# Collected data
———

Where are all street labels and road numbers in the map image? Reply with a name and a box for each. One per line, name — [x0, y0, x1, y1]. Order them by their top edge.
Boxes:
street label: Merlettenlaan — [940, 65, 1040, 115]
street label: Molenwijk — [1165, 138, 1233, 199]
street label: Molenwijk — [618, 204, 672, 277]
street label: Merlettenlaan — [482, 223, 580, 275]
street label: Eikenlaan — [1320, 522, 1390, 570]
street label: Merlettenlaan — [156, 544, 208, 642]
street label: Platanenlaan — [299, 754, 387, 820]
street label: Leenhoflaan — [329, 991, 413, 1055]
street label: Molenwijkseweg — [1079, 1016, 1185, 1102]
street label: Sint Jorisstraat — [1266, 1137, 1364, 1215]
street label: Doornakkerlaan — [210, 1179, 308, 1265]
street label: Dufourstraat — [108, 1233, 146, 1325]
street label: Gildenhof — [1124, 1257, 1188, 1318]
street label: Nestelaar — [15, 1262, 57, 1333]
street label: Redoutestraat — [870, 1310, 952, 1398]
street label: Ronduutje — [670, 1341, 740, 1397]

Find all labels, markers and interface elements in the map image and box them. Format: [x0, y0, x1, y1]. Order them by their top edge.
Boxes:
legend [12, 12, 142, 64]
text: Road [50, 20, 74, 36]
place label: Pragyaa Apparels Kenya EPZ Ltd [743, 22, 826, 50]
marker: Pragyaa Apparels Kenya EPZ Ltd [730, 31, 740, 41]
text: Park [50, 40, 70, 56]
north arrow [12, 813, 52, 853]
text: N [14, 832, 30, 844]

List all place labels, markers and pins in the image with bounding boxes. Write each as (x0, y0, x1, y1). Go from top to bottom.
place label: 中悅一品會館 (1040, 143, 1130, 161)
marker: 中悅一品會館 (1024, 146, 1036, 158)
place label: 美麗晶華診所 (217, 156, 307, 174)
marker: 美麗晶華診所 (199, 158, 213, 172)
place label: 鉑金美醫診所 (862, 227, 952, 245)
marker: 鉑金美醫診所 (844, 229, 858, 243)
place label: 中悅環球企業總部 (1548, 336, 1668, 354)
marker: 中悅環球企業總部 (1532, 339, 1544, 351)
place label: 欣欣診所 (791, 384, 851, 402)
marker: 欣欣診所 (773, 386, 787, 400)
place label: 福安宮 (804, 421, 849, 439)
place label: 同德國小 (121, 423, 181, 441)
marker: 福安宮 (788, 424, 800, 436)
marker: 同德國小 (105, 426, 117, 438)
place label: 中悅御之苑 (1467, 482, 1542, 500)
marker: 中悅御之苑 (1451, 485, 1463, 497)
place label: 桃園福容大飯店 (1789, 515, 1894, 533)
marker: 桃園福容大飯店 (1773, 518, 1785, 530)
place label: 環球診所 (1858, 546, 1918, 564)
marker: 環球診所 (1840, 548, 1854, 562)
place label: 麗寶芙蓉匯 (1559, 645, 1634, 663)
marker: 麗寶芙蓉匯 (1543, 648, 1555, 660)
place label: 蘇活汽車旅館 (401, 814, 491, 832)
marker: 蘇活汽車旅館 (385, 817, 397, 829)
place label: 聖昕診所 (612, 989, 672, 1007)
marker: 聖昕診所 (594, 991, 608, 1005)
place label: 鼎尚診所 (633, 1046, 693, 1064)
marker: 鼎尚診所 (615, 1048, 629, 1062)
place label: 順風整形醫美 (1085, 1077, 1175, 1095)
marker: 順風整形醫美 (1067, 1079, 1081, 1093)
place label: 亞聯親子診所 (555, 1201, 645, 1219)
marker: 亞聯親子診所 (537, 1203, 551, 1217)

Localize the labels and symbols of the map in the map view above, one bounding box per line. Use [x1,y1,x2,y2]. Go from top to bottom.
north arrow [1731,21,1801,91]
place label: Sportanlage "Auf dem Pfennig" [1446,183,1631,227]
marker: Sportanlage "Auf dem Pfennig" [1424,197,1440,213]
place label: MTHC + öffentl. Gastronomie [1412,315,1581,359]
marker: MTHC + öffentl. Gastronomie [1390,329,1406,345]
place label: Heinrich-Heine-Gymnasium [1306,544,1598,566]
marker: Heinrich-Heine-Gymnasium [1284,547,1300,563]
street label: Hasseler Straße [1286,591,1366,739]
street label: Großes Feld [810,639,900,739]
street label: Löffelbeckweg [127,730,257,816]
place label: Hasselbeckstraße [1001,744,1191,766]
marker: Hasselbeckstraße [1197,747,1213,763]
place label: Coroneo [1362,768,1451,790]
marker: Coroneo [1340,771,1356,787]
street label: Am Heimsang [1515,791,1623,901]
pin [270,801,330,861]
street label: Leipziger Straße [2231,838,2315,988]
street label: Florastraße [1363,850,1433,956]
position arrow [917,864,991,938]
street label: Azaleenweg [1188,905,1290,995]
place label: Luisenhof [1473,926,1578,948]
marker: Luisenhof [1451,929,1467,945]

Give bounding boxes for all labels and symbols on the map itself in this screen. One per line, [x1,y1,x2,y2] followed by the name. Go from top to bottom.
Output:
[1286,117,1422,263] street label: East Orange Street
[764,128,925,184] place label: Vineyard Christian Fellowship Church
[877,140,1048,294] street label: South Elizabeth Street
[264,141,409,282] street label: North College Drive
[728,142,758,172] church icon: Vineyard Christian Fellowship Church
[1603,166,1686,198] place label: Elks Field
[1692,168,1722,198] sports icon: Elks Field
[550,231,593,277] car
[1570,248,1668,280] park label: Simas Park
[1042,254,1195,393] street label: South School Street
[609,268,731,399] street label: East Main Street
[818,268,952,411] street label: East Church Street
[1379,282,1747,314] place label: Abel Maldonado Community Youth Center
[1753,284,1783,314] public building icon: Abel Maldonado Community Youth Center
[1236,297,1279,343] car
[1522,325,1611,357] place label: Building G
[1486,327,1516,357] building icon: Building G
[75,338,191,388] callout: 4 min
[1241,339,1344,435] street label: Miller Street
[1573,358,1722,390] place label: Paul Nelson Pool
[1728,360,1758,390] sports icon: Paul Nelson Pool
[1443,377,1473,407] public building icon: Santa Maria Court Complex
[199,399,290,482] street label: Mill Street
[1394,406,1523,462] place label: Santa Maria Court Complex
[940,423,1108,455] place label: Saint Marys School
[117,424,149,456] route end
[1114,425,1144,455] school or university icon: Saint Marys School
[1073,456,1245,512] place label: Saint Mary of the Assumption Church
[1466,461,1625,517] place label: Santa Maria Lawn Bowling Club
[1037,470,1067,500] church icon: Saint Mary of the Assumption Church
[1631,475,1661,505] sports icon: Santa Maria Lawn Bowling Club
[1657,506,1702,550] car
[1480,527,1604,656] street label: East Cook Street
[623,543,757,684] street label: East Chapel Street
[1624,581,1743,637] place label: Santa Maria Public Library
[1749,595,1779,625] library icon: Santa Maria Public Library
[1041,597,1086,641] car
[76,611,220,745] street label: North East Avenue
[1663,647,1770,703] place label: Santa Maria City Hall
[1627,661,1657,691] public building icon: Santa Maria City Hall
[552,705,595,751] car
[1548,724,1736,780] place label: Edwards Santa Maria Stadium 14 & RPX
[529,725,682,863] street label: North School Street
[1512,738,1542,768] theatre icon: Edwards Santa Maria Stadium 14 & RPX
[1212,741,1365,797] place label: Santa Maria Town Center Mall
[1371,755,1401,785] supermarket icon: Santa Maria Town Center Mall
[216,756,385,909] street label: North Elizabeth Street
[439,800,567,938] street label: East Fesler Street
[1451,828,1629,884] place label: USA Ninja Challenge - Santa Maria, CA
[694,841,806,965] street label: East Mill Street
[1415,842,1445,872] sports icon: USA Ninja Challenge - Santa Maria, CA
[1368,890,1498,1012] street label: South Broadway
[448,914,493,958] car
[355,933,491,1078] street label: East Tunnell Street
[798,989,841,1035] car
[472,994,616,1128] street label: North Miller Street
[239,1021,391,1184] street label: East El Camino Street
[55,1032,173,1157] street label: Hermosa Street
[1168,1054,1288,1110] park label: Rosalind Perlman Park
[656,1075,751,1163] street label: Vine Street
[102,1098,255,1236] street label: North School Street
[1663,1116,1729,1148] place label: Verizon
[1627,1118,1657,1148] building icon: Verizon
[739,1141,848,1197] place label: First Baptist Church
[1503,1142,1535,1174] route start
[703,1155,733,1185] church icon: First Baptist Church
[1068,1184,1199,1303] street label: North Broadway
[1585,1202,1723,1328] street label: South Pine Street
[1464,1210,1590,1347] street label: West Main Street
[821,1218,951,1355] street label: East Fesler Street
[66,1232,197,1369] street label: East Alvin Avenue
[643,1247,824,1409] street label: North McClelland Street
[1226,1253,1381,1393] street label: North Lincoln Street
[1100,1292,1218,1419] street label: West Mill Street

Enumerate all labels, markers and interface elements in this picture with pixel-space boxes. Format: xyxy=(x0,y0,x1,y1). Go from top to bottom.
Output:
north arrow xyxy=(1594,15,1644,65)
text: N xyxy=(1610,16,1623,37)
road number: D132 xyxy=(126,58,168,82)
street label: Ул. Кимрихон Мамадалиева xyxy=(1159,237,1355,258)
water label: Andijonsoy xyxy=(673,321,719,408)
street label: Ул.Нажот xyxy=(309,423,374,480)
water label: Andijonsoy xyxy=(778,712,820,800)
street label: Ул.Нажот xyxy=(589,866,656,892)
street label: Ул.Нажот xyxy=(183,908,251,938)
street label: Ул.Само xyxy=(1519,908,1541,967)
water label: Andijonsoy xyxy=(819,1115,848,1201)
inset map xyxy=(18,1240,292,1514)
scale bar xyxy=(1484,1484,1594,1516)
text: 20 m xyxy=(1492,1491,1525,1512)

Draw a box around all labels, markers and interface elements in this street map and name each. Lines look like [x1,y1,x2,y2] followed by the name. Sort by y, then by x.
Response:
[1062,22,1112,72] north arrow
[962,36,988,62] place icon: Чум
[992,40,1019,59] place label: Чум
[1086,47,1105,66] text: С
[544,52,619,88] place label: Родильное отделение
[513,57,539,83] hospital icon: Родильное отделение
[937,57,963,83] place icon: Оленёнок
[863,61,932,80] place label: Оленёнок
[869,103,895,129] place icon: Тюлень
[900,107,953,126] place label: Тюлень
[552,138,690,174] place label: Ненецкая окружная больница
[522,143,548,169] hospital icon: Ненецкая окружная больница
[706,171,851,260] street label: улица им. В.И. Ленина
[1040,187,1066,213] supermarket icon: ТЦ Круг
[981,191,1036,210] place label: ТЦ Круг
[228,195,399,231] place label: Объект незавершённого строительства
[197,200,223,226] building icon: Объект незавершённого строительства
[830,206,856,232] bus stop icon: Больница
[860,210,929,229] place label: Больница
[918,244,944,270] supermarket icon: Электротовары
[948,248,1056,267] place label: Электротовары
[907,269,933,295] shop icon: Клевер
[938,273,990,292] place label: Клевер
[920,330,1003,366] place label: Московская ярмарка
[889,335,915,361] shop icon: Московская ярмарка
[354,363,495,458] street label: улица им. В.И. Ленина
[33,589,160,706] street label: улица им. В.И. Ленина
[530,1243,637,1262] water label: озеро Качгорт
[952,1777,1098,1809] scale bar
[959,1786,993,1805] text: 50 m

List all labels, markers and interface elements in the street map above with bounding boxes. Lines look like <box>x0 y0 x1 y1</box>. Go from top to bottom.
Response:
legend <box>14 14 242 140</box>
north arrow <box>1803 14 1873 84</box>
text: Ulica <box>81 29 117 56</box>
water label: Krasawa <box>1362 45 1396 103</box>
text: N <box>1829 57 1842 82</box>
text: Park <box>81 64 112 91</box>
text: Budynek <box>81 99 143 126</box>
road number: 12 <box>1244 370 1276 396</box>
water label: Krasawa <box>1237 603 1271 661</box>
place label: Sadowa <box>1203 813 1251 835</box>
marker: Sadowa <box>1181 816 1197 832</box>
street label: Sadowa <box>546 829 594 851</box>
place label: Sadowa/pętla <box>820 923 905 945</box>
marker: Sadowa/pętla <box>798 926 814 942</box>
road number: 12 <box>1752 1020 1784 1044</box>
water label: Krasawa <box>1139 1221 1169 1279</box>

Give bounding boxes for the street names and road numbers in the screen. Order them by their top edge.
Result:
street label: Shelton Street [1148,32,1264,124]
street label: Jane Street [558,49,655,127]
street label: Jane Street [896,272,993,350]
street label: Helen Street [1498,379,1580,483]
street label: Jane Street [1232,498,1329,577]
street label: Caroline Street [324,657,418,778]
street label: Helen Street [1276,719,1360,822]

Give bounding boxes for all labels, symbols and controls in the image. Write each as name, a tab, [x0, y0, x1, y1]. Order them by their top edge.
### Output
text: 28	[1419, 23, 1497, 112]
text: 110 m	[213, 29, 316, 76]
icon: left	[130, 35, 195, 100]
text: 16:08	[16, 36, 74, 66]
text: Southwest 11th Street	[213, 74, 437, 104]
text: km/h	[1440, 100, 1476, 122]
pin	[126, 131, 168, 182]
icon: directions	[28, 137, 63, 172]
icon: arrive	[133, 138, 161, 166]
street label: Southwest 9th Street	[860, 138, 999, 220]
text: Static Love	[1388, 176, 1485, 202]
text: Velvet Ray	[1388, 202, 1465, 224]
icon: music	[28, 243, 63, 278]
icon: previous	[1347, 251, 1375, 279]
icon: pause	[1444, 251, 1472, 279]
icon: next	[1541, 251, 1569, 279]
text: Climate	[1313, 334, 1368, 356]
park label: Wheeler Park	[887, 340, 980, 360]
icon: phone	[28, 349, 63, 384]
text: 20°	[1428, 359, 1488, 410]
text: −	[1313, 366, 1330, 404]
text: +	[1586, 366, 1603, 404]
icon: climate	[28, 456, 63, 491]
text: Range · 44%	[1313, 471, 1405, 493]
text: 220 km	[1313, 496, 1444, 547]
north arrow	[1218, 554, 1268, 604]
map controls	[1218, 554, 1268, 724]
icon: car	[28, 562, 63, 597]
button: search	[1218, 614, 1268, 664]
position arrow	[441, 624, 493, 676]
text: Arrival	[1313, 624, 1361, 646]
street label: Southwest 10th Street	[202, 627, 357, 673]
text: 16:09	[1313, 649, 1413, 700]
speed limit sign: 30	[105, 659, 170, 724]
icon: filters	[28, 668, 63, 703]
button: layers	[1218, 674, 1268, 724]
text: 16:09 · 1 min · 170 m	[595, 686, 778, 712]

———

Write the number of data lines with "Bowling", nothing else.

# RESPONSE TO THIS TASK
2